Return on equity = Net income (from continuing operations) ÷ Shareholders’ equity

So, based on the above formula, Greatech Technology Berhad’s ROE is:

21% = RM154m ÷ RM751m (Based on trailing 12 months to December 2023).

“Return” is the annual profit. One way he conceptualizes this is that for every RM1 of shareholders’ equity, the company made a profit of MYR0.21.

What is the relationship between ROE and profit growth rate?

So far, we have learned that ROE measures how efficiently a company is generating its profits. Depending on how much of these profits a company reinvests or “retains”, and how effectively it does so, we are then able to assess a company’s earnings growth potential. Generally, other things being equal, companies with high return on equity and profit retention will have higher growth rates than companies without these attributes.

Greatech Technology Berhad’s earnings growth and ROE 21%

Firstly, Greatech Technology Berhad seems to have a respectable ROE. Moreover, his ROE for the company is very good compared to the industry average of his 7.0%. Perhaps as a result of this, Greatech Technology Berhad has been able to grow its net income by an impressive 22% over the past five years. We believe that other factors may also be at play here. Maintaining high profits and efficient management, etc.

As a next step, we compared Greatech Technology Berhad’s net income growth with its industry. And we’re happy to see that the company’s growth is faster than the industry’s average growth rate of 15%.

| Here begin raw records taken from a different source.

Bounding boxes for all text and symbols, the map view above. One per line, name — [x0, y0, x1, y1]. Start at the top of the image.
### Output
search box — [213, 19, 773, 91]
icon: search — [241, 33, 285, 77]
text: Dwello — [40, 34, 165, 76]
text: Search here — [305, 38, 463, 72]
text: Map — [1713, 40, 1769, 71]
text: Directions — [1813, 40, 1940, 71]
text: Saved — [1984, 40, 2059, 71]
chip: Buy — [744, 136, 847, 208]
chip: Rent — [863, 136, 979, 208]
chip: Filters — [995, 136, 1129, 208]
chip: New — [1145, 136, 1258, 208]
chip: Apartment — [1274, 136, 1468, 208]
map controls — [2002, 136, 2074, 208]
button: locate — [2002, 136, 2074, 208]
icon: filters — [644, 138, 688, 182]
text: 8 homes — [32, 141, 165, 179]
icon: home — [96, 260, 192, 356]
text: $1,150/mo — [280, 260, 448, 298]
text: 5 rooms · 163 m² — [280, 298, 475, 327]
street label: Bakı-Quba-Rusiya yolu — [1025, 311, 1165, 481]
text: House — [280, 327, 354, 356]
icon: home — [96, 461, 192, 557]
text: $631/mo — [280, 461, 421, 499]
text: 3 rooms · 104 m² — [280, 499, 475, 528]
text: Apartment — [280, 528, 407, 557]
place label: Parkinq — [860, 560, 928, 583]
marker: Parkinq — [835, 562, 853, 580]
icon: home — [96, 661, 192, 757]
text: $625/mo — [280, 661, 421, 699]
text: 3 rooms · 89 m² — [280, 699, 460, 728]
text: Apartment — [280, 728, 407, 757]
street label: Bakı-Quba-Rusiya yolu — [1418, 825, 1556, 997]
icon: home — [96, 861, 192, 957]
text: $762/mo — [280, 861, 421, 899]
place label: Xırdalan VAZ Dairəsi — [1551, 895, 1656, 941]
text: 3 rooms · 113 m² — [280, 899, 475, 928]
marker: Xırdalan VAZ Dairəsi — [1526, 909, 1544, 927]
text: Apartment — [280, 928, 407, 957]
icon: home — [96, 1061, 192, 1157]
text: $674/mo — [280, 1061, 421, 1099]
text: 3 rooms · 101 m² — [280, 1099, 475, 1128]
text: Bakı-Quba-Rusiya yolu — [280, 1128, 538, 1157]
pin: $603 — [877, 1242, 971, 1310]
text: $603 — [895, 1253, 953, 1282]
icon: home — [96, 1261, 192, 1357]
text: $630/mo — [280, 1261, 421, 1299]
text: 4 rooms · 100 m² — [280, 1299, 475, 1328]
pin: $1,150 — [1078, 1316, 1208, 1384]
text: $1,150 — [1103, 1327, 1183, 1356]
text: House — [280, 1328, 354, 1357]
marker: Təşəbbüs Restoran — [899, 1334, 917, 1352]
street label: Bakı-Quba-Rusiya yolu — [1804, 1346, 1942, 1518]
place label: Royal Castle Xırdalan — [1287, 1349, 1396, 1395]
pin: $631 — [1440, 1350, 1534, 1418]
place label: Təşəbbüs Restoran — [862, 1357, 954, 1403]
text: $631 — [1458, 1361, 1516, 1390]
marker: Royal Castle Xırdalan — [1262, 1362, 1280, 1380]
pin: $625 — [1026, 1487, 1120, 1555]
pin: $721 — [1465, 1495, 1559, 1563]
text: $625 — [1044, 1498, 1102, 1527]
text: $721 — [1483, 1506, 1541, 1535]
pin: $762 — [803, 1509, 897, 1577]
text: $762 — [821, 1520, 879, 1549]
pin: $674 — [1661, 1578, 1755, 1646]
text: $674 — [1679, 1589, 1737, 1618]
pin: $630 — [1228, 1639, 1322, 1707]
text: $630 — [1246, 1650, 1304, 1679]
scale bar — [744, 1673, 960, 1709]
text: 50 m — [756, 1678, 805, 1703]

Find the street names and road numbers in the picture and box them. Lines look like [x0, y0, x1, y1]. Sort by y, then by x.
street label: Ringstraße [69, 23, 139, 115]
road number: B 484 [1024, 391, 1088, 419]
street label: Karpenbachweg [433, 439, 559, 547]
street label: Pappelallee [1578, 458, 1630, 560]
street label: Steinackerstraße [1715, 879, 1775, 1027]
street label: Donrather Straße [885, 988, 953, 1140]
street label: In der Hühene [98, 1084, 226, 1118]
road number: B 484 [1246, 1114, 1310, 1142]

Past revenue growthPast revenue growth

Past revenue growth

Earnings growth is a big factor in stock valuation. It’s important for investors to know whether the market is pricing in a company’s expected earnings growth (or decline). That way, you’ll know if the stock is headed for clear blue waters or if a swamp awaits. Is GREATEC appropriately evaluated? This infographic about a company’s intrinsic value has everything you need to know.

Does Greatech Technology Berhad reinvest its profits efficiently?

Given that Greatech Technology Berhad does not pay regular dividends to shareholders, we can assume that the company reinvests all of its profits into growing its business.

conclusion

Overall, we feel that Greatech Technology Berhad’s performance is very good. In particular, it’s great to see that the company has invested heavily in its business, delivering strong revenue growth along with high rates of return. According to the latest industry analyst forecasts, the company is expected to maintain its current growth rate. To know more about the latest analyst forecasts for the company, check out this visualization of analyst forecasts for the company.

Have feedback on this article? Curious about its content? contact Please contact us directly. Alternatively, email our editorial team at Simplywallst.com.

This article by Simply Wall St is general in nature. We provide commentary based on historical data and analyst forecasts using only unbiased methodologies, and articles are not intended to be financial advice. This is not a recommendation to buy or sell any stock, and does not take into account your objectives or financial situation. We aim to provide long-term, focused analysis based on fundamental data. Note that our analysis may not factor in the latest announcements or qualitative material from price-sensitive companies. Simply Wall St has no position in any stocks mentioned.